**Required action:**
The output should be all lines of the entries below in which the word "white" occurs.

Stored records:

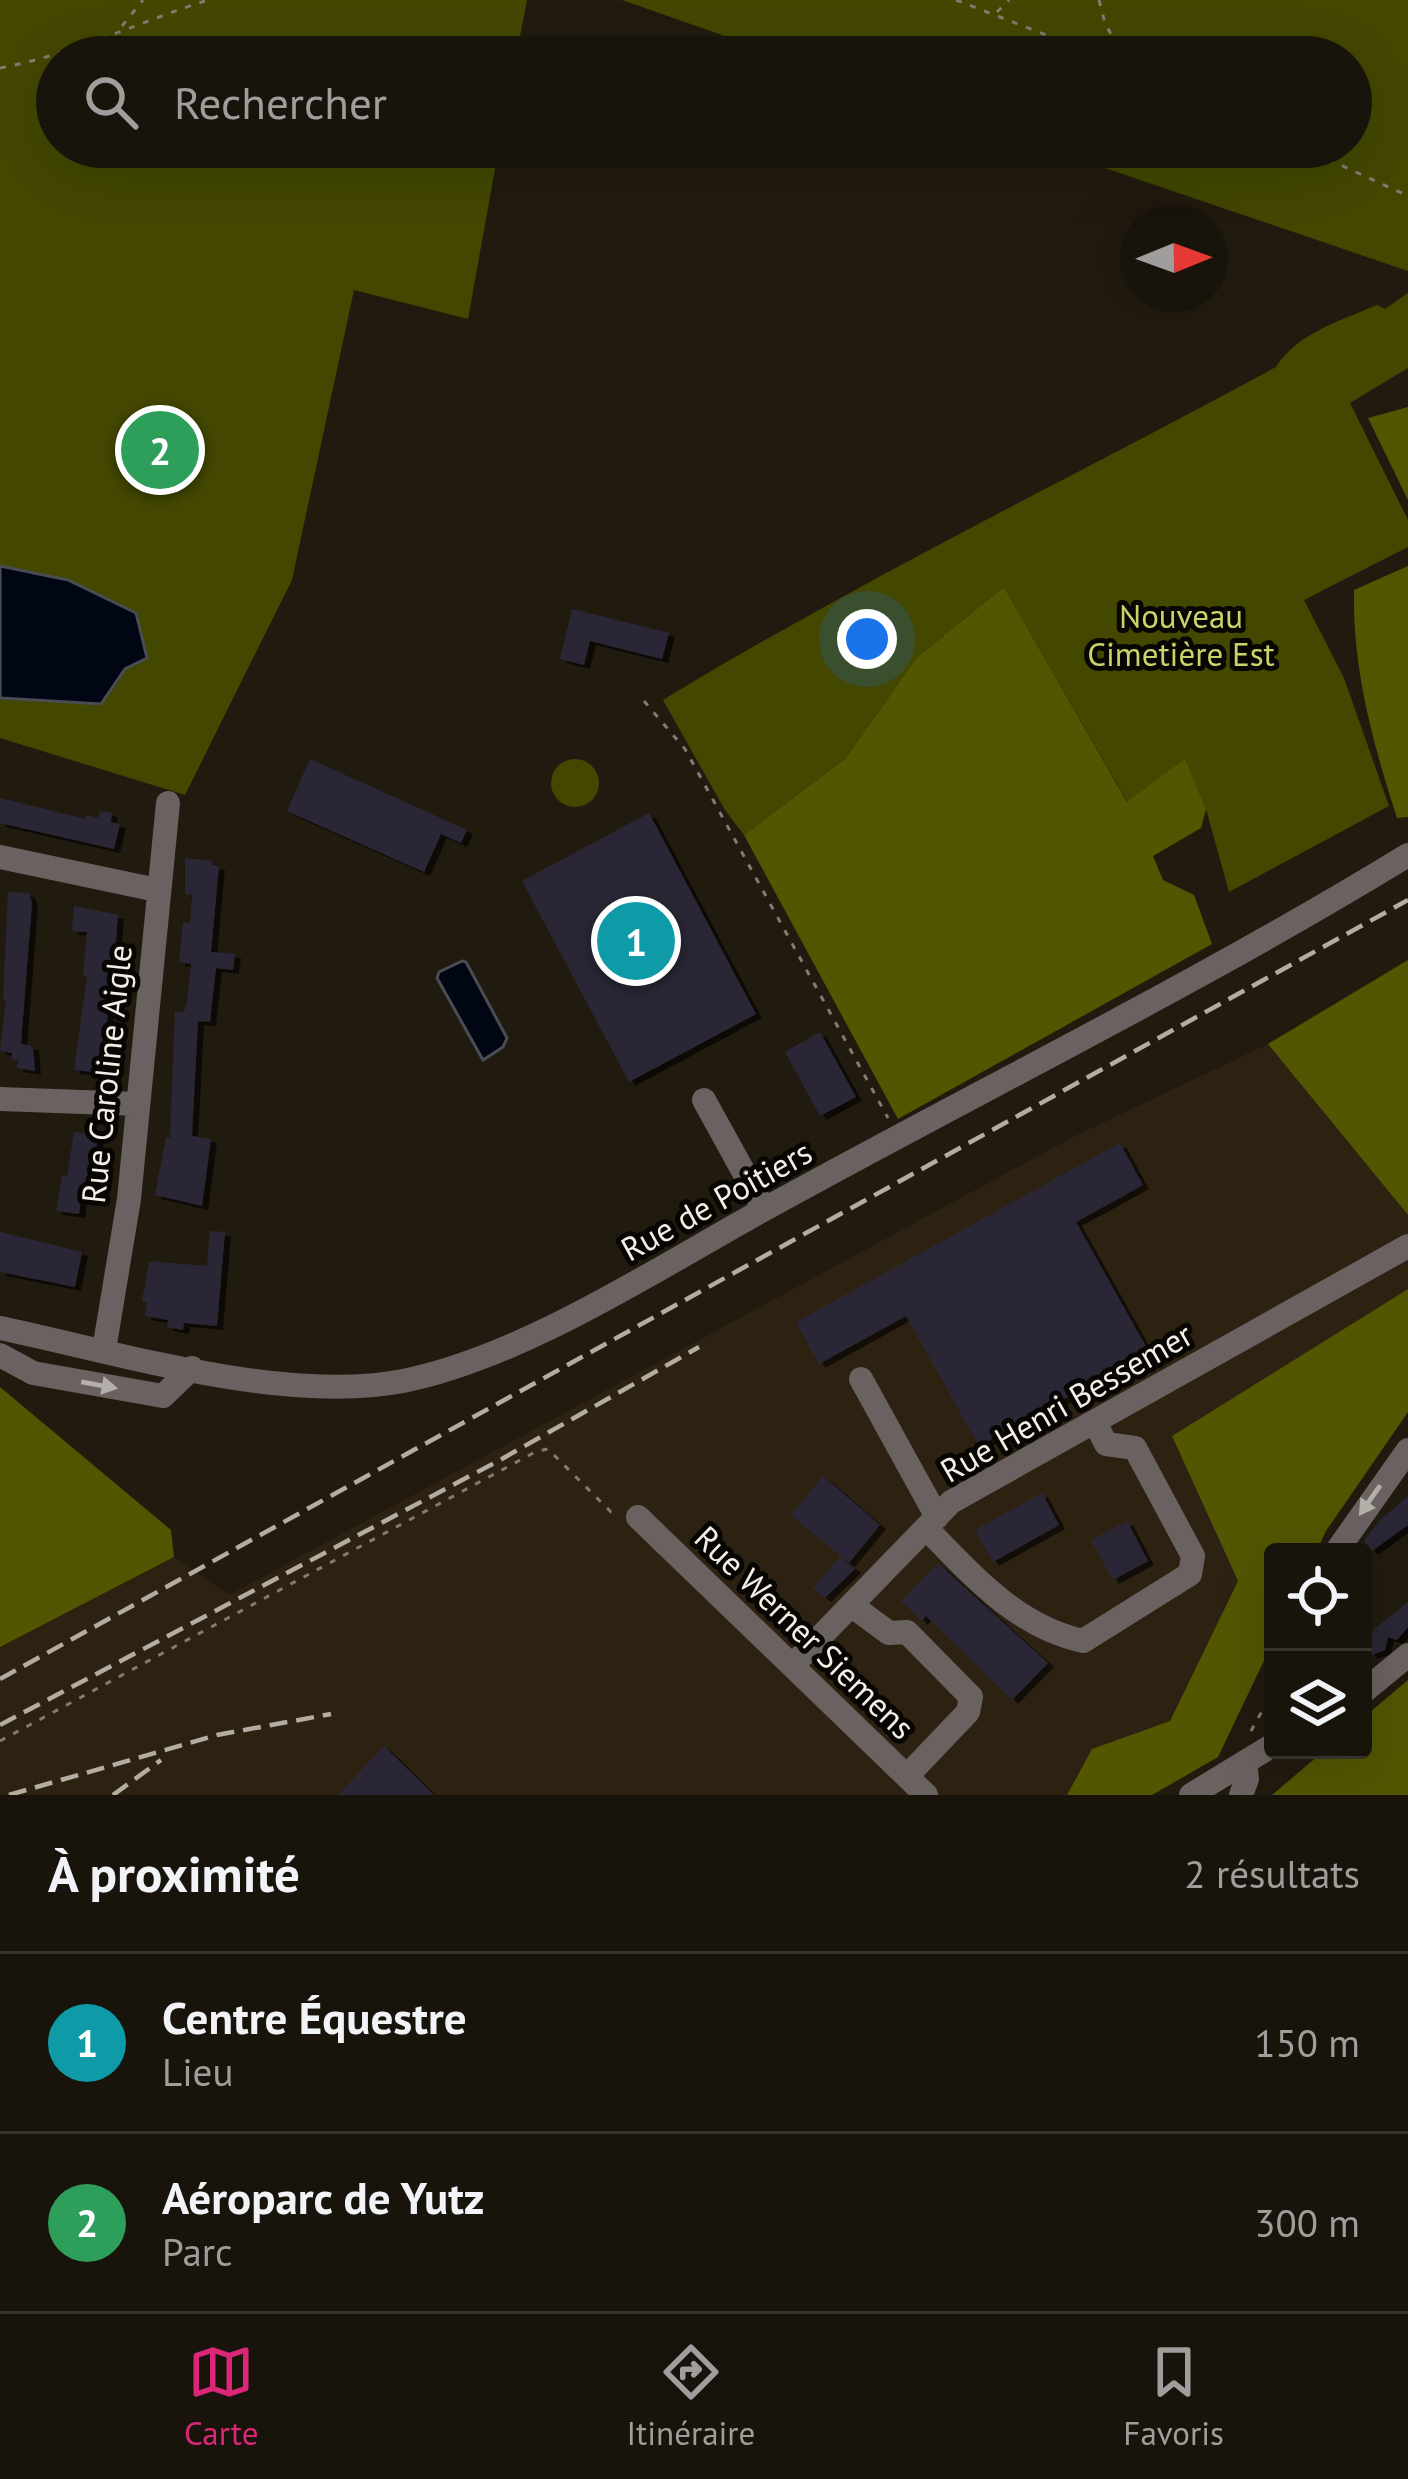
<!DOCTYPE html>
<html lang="fr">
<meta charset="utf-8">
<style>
:root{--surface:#19140b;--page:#221d14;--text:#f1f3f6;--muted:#9f9e9d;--line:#37332c;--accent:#db2777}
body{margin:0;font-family:"PT Sans",sans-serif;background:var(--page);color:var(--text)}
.controls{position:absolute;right:36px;bottom:36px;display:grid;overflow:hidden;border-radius:12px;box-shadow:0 12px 48px #0002}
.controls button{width:108px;height:108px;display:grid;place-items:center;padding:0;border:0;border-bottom:3px solid var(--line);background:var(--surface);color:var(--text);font:60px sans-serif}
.compass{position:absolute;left:1120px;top:204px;width:108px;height:108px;border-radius:50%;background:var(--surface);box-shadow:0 12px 48px #0002;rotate:89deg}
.you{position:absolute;left:867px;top:639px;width:42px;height:42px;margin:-30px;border:9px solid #fff;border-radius:50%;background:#1a73e8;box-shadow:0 0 0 18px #1a73e833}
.badge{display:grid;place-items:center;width:78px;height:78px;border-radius:50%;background:var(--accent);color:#fff;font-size:39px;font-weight:700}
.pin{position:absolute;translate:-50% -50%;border:6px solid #fff;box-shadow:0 3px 12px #0006}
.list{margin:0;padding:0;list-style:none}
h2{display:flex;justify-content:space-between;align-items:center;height:156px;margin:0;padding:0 48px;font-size:51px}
h2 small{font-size:39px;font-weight:400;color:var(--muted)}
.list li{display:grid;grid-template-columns:78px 1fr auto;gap:36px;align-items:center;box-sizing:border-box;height:180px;padding:0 48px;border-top:3px solid var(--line)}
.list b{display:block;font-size:45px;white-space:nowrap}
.list p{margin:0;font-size:39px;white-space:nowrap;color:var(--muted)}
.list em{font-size:39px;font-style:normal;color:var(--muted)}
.icon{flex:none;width:66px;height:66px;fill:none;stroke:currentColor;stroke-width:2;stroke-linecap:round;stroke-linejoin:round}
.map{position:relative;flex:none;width:1408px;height:1795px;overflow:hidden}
.search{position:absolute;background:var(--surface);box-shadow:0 12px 48px #0002;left:36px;right:36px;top:36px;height:132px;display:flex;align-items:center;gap:30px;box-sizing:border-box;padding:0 42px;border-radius:66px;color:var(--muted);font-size:45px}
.sheet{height:516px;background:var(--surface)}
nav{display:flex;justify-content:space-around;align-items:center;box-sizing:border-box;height:168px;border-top:3px solid var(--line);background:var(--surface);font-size:33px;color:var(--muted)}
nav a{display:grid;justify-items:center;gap:6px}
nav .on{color:var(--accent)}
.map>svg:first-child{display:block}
.built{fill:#2d2211}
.green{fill:#434700}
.forest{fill:#525600}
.water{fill:#000613;stroke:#494c52;stroke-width:3}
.building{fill:#292835;filter:url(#shadow)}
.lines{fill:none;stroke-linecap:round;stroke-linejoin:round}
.path{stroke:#817b71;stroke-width:3;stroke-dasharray:6 9;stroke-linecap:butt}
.minor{stroke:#696260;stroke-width:24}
.rail{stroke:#b2aca3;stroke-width:4.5;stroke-dasharray:18 9;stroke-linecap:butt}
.oneway{fill:#b5afaa}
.labels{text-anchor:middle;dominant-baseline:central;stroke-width:10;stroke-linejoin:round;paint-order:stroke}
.park-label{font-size:33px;fill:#cad26b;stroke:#080603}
.street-label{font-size:33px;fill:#f3eee6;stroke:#080603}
</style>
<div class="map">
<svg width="1408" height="1795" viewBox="0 0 1408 1795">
<defs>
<filter id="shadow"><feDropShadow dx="6" dy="4" stdDeviation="0" flood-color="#0009"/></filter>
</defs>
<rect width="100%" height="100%" fill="#211a0f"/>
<path class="built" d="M1268,1044L1408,1215V1289L1172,1436L1238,1581L1170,1721L1093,1749L1067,1795H0V1647L174,1557L229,1595L1073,1137Z"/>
<path class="green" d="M0,0H527L516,57H57V147H499L468,319L354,290L292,580L185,795L0,738Z
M622,0H1408V271L1043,147H1351V57H785Z
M1408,293V368L1350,403L1408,520V547L1304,600L1344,678L1389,806L1229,892L1206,809L1185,760L1128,803L1004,587L917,657L845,759L744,835L725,810L663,700C862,579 1071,478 1276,367C1297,333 1342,320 1377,305L1385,309Z
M551 783a24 24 0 1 1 48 0a24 24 0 1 1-48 0Z"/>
<path class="forest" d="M1408,407V500L1368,418Z
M1408,566V817L1397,818C1373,744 1352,668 1354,590Z
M1004,587L1127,802L1185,759L1206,809L1201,828L1153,856L1163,880L1194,895L1212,944L898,1119L744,835L845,759L917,657Z
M1408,960V1215L1268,1044Z
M1408,1289V1412L1326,1531L1316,1552H1273V1642L1218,1757L1152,1795H1067L1092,1749L1170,1721L1238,1581L1172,1436Z
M0,1387L171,1530L174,1557L0,1647Z
M1408,1680V1795H1272L1325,1750H1363V1718Z"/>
<path class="water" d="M0,566L68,580L136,613L147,658L125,669L101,704L0,698Z
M462,961L466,962L507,1038L503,1047L483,1060L437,978L439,972Z"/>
<path class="building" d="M572,609L669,633L662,659L590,641L584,665L560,659Z
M310,759L467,830L461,843L441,834L424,872L287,811Z
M0,798L85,819L86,815L98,818L100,811L112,813L111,822L120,824L114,849L0,823Z
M649,813L756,1014L629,1082L522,881Z
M185,858L212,861V865L219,866L211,952L235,954L233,970L216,968L210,1022L198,1021L192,1136L211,1139L202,1206L155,1195L166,1137L170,1138L175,1011L184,1012L187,1002L191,964L179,962L183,922L190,923L192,895L185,894Z
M8,892L29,893L32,903L21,1044L33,1046L35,1071L17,1068L18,1060L11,1059L12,1053L0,1051L6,1000H3Z
M74,906L118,915L113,978H109L105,1073L74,1070L87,976H83L87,932L72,931Z
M820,1032L856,1097L820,1116L785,1052Z
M74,1132L98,1135L92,1195L82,1193L79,1214L56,1211L62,1175L67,1176Z
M1120,1143L1143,1185L1076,1222L1149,1352L979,1446L906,1316L819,1364L796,1322Z
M210,1231L225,1232L217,1326L184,1323L183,1330L167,1327L168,1320L145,1316L147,1302L142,1301L149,1261L207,1266Z
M0,1232L82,1252L75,1287L0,1272Z
M823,1476L880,1525L849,1563L791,1515Z
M1042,1493L1059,1525L993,1562L975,1530Z
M1408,1496V1525L1372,1551L1364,1541L1377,1523Z
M1127,1521L1148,1561L1113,1580L1091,1540Z
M840,1557L855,1569L825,1598L813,1588Z
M938,1563L1048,1663L1012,1700L926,1616L922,1621L901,1601Z
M1408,1602V1627L1397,1640L1388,1637L1385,1650L1372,1655L1364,1645L1371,1640L1367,1635Z
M384,1746L434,1795H338Z"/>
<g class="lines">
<path class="path" d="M956,0L1103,57
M1099,0L1105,23L1123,57
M997,12L1009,0
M122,26L143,0
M0,68C71,55 139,22 208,0
M1301,147L1408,196
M644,701L685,749L888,1118
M1251,1731L1273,1691
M0,1741L537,1451L548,1449L611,1512L618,1514"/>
<path class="minor" d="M0,857L157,890
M0,1099L138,1104
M704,1100L764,1209
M0,1328C120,1353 282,1404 403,1381C523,1357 656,1269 763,1210C978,1091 1199,983 1408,855
M104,1350L129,1199L168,803
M0,1355L33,1373L163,1396L192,1368
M861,1379L937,1517
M638,1517L926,1795
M926,1528C973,1576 1016,1626 1083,1641L1190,1574L1193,1556L1135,1448L1106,1444L1095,1422
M1336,1552L1408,1450
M851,1605L889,1633L907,1632L971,1697L968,1712L907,1776
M794,1664L951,1502L1408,1246
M1363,1692L1408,1655
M1191,1795L1273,1745
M1241,1795L1247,1779L1245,1762"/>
<path class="rail" d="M0,1679L1408,900
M0,1725L500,1460L699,1347
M9,1795L217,1735L331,1714
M113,1795L161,1760"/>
</g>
<defs><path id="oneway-solid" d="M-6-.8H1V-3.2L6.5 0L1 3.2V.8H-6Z" transform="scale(3)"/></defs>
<g class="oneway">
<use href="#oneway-solid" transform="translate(99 1385) rotate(10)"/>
<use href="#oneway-solid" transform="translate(1370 1500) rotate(125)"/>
</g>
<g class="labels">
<g class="park-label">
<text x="1181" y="615">Nouveau<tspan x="1181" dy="38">Cimetière Est</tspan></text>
</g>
<g class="street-label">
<text transform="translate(106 1074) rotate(-84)">Rue Caroline Aigle</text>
<text transform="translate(716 1200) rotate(-29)">Rue de Poitiers</text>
<text transform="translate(1066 1402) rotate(-30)">Rue Henri Bessemer</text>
<text transform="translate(805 1632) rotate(44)">Rue Werner Siemens</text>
</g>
</g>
</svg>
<div class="controls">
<button><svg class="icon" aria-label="locate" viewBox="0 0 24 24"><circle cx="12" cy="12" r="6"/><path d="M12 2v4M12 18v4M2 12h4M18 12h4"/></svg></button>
<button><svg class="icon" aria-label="layers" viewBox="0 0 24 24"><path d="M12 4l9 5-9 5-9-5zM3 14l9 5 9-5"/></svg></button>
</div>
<svg class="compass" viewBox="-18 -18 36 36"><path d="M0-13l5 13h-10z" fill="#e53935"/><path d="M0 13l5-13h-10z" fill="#9f9e9d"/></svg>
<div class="you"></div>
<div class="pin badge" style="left:636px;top:941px;background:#0f9aa8">1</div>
<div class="pin badge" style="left:160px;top:450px;background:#2e9e5b">2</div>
<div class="search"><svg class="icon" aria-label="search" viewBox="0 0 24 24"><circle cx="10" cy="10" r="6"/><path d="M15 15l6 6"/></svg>Rechercher</div>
</div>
<section class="sheet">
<h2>À proximité<small>2 résultats</small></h2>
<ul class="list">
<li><span class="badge" style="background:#0f9aa8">1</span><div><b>Centre Équestre</b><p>Lieu</p></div><em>150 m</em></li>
<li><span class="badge" style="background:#2e9e5b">2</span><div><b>Aéroparc de Yutz</b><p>Parc</p></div><em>300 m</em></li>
</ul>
</section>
<nav>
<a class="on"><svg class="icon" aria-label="map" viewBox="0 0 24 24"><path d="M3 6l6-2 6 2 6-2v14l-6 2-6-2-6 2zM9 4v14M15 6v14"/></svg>Carte</a>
<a><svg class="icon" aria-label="directions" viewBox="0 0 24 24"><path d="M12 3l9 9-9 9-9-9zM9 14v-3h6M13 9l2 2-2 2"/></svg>Itinéraire</a>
<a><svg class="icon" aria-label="saved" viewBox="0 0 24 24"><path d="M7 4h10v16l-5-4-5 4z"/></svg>Favoris</a>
</nav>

**Response to this exercise:**
.list b{display:block;font-size:45px;white-space:nowrap}
.list p{margin:0;font-size:39px;white-space:nowrap;color:var(--muted)}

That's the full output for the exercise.